<h1>MANDATORY PACKAGES</h1>

In [1]:
import os
import datetime
import numpy as np
from collections import namedtuple
import pandas as pd
import ftputil #pip install ftputil
from shapely.geometry import box #conda install Shapely
import folium # conda install -c conda-forge folium
from folium import plugins

<ul><b>Warning!</b>: Some of the packages will need a prior installation.
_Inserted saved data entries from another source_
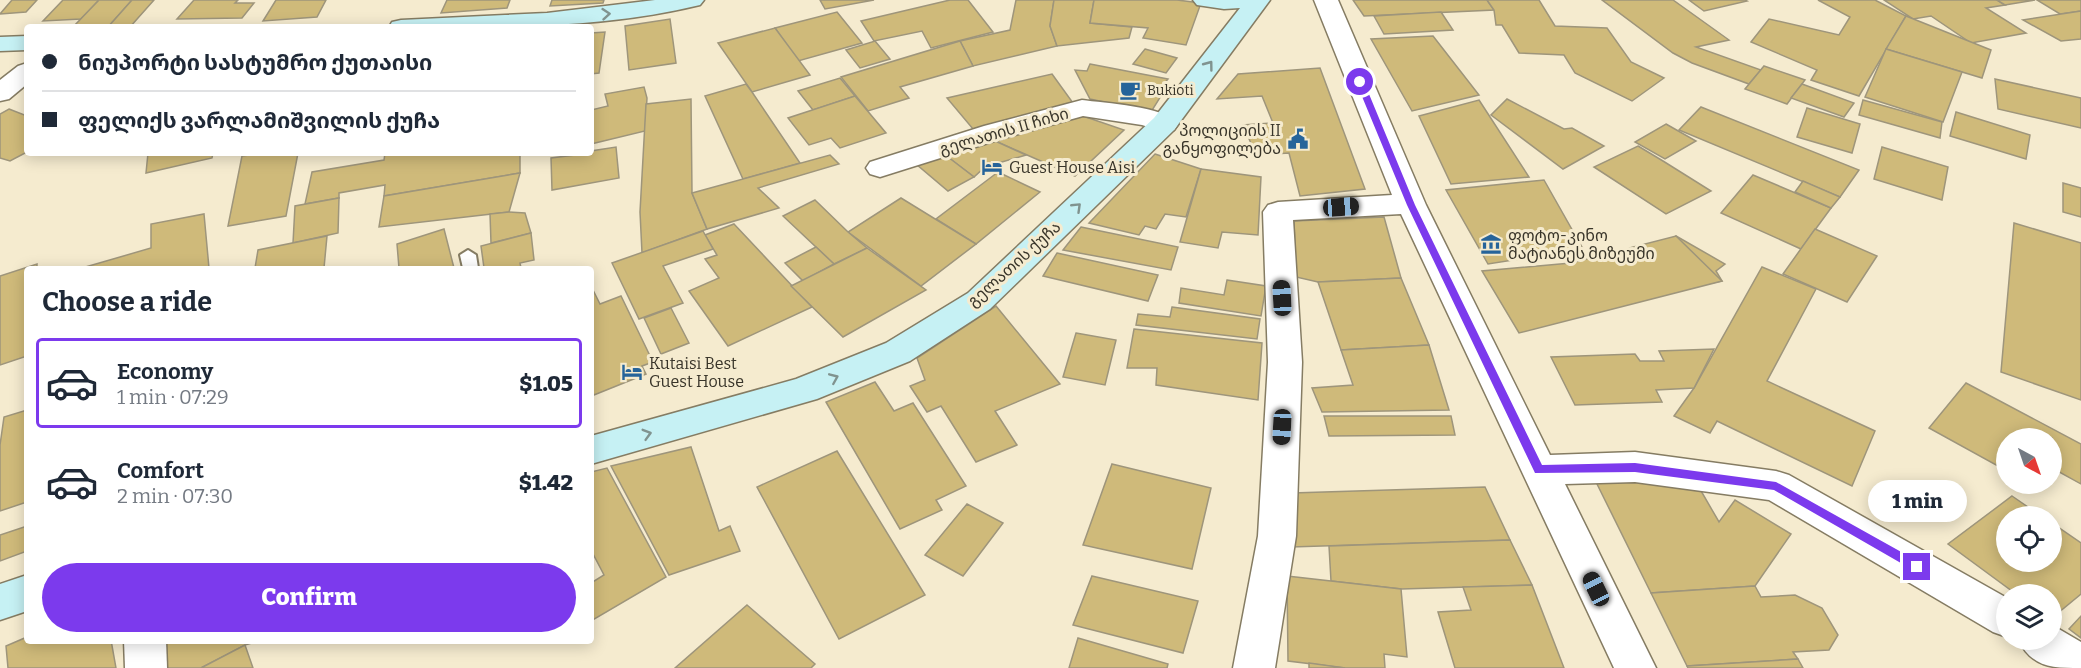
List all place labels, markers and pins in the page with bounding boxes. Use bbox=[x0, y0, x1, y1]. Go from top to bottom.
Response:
cafe icon: Bukioti bbox=[1118, 78, 1142, 102]
place label: Bukioti bbox=[1147, 82, 1194, 99]
place label: პოლიციის II განყოფილება bbox=[1163, 121, 1281, 159]
public building icon: პოლიციის II განყოფილება bbox=[1286, 127, 1310, 151]
hotel icon: Guest House Aisi bbox=[980, 155, 1004, 179]
place label: Guest House Aisi bbox=[1009, 158, 1136, 177]
place label: ფოტო-კინო მატიანეს მიზეუმი bbox=[1508, 226, 1655, 263]
museum icon: ფოტო-კინო მატიანეს მიზეუმი bbox=[1479, 232, 1503, 256]
place label: Kutaisi Best Guest House bbox=[649, 354, 744, 391]
hotel icon: Kutaisi Best Guest House bbox=[620, 360, 644, 384]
A clear indication of this will be the see a <i style="color:red">ModuleNotFoundError: No module named '{module name}}'</i> when running the next cell.<br>
For each package throwing this error, please open first the Anaconda Powershell Prompt and run the installing command specified after the '#' next to the package.</ul>

<h1>AUXILIARY FUNCTIONS</h1>

Next functions have been created in order to smooth the process of searching for In Situ data in CMEMS FTP servers. <br>
These are basic ones implemntations so feel free to tune them further, specially the checkers (i.e the bbox_checker) to better fulfill your needs.

In [2]:
def cmems_hosts(): 
    #dictionary of available FTP servers hosting CMEMS data
    return {'NRT': 'nrt.cmems-du.eu', 'REP': 'my.cmems-du.eu'} 

In [3]:
def bbox_check(netCDF, search_area):
    #filter-out netCDFs whose bounding-box is not within the aimed area (search_area)
    #please use shapely documentation (https://shapely.readthedocs.io/en/stable/manual.html) to play with different relationships between geometric objects – contains, intersects, overlaps, touches, etc
    geospatial_lat_min = float(netCDF['geospatial_lat_min'])
    geospatial_lat_max = float(netCDF['geospatial_lat_max'])
    geospatial_lon_min = float(netCDF['geospatial_lon_min'])
    geospatial_lon_max = float(netCDF['geospatial_lon_max'])
    targeted_bounding_box = box(search_area[0], search_area[1], search_area[2], search_area[3])
    bounding_box = box(geospatial_lon_min, geospatial_lat_min, geospatial_lon_max, geospatial_lat_max)        
    if targeted_bounding_box.contains(bounding_box): 
        return True
    else:
        return False

In [4]:
def timerange_check(netCDF, search_timerange):
    #filter-out netCDFs whose timerange does not overlap with the aimed times (search_timerange)
    date_format = "%Y-%m-%dT%H:%M:%SZ" 
    targeted_ini = datetime.datetime.strptime(search_timerange[0], date_format)
    targeted_end = datetime.datetime.strptime(search_timerange[1], date_format)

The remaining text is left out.